"INDISCRETIONS"


by Michelle Erica Green


Love Stinks

"Indiscretions" Plot Summary:

While Sisko romances Kasidy Yates and nearly undergoes a breakup before they agree to balance their careers and personal lives, Kira is persuaded to take Dukat on a mission to retrieve possible survivors of a long-lost ship. Over the course of the journey, Dukat reveals to Kira that he had a Bajoran mistress whom he loved very much...and that that mistress bore him a child, whom he seeks...so that he can kill her, thus avoiding the shame that her existence represents.

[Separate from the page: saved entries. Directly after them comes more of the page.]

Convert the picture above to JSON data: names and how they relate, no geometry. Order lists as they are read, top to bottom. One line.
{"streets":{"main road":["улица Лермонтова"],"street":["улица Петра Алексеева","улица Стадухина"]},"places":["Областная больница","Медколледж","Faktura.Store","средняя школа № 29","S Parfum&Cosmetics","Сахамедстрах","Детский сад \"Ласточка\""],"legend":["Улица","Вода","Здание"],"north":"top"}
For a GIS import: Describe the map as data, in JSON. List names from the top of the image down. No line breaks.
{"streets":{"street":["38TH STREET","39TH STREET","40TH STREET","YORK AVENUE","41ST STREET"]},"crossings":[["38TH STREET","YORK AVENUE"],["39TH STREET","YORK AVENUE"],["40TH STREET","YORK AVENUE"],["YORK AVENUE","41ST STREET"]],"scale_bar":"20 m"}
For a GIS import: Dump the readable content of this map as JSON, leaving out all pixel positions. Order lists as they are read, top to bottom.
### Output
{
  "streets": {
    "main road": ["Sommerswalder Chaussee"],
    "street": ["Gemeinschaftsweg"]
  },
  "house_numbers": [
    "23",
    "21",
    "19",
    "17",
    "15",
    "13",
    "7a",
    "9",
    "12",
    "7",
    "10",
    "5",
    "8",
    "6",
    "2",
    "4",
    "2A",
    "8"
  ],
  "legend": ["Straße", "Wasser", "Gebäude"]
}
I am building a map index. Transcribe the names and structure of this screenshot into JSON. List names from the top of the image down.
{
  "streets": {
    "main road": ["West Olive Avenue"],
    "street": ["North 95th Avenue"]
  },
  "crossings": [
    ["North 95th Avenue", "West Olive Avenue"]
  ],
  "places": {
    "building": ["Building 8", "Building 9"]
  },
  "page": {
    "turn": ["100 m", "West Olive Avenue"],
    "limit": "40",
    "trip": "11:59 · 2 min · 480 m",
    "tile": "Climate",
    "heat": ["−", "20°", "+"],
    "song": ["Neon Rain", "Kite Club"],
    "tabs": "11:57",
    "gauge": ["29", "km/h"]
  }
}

Kira, of course, has no intention of letting Dukat carry out his plans, but it's Ziyal herself who persuades him to spare her, with her trusting innocence. They take her back to the station, where Dukat and Kira both make plans to make her part of their lives.

Analysis:

I expected either to love this episode or hate it. Kira and Dukat, on a mission together? Fireworks like in "Necessary Evil" seemed to be in the offing. But the plot was achingly predictable, and even the marvelous sexual tension between Kira and Dukat, wrigglingly uncomfortable in past episodes, seemed forced. None of this is the fault of Nana Vistor or Mark Alaimo, who struggled valiantly to seem spontaneous while snarling about her past and laughing at the spike in his butt. There was just something too contrived about the entire situation.

And there's something insulting about using the title to parallel Dukat's fateful decision to become emotionally entangled with a Bajoran woman and Sisko's diddling with the idea of a Serious Commitment with Kas(snore)dy Yates. How can that man be an adult, and have a son who's almost an adult, yet be THIS much of an idiot about love? Oh, yeah...he's male on a Star Trek series!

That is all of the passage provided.